*AIM OF THE EXERCISE*. Your answer should be a number only: the count of lines in the following entries that contain "labels".

*GIVEN DATA*.
Start of Block
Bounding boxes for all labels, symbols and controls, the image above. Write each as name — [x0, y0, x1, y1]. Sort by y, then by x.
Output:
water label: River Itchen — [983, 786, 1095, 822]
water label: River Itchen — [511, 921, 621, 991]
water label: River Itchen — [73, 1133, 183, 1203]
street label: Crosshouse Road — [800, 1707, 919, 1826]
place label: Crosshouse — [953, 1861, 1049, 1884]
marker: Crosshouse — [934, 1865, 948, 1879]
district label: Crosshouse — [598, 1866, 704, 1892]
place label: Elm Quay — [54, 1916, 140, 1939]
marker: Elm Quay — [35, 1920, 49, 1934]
End of Block
Start of Block
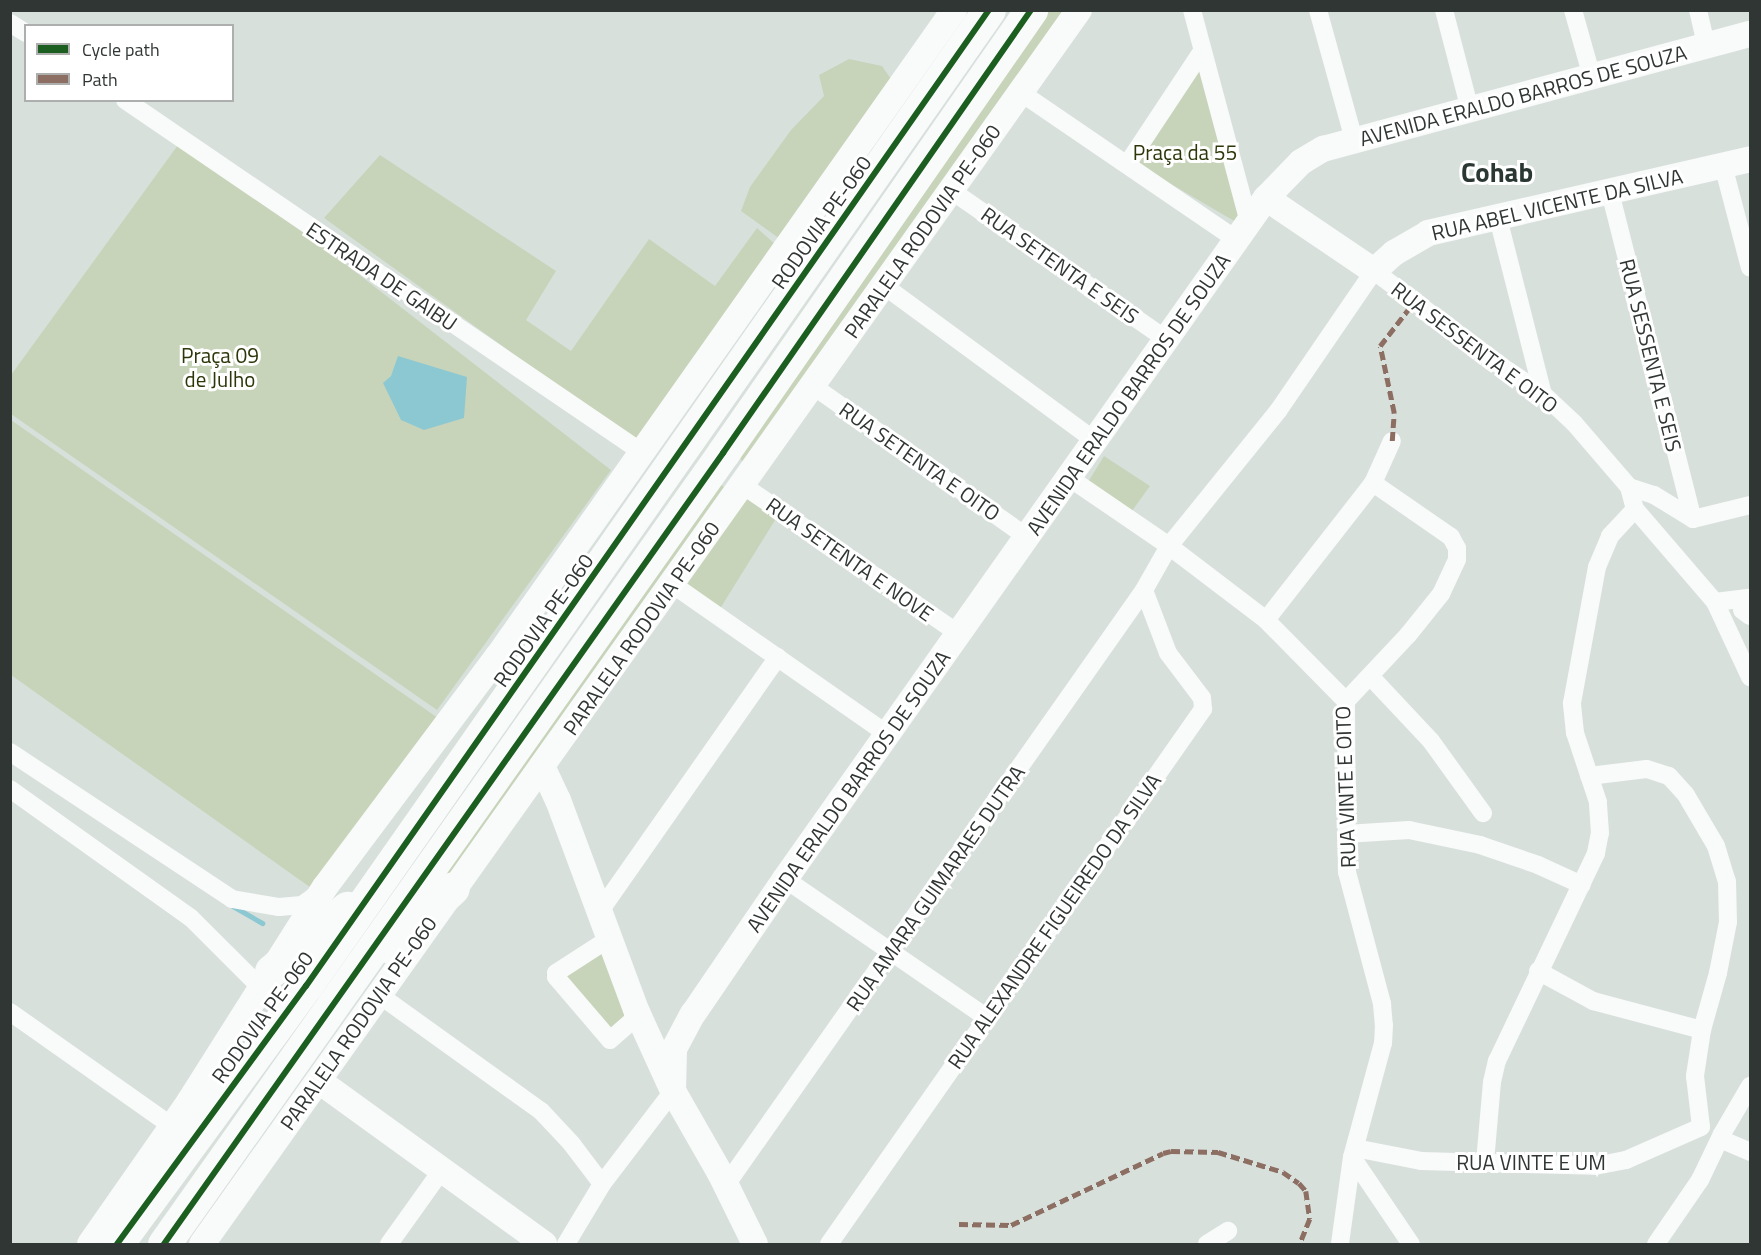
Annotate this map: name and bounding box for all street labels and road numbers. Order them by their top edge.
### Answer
End of Block
*SOLUTION TO THIS EXERCISE*. 2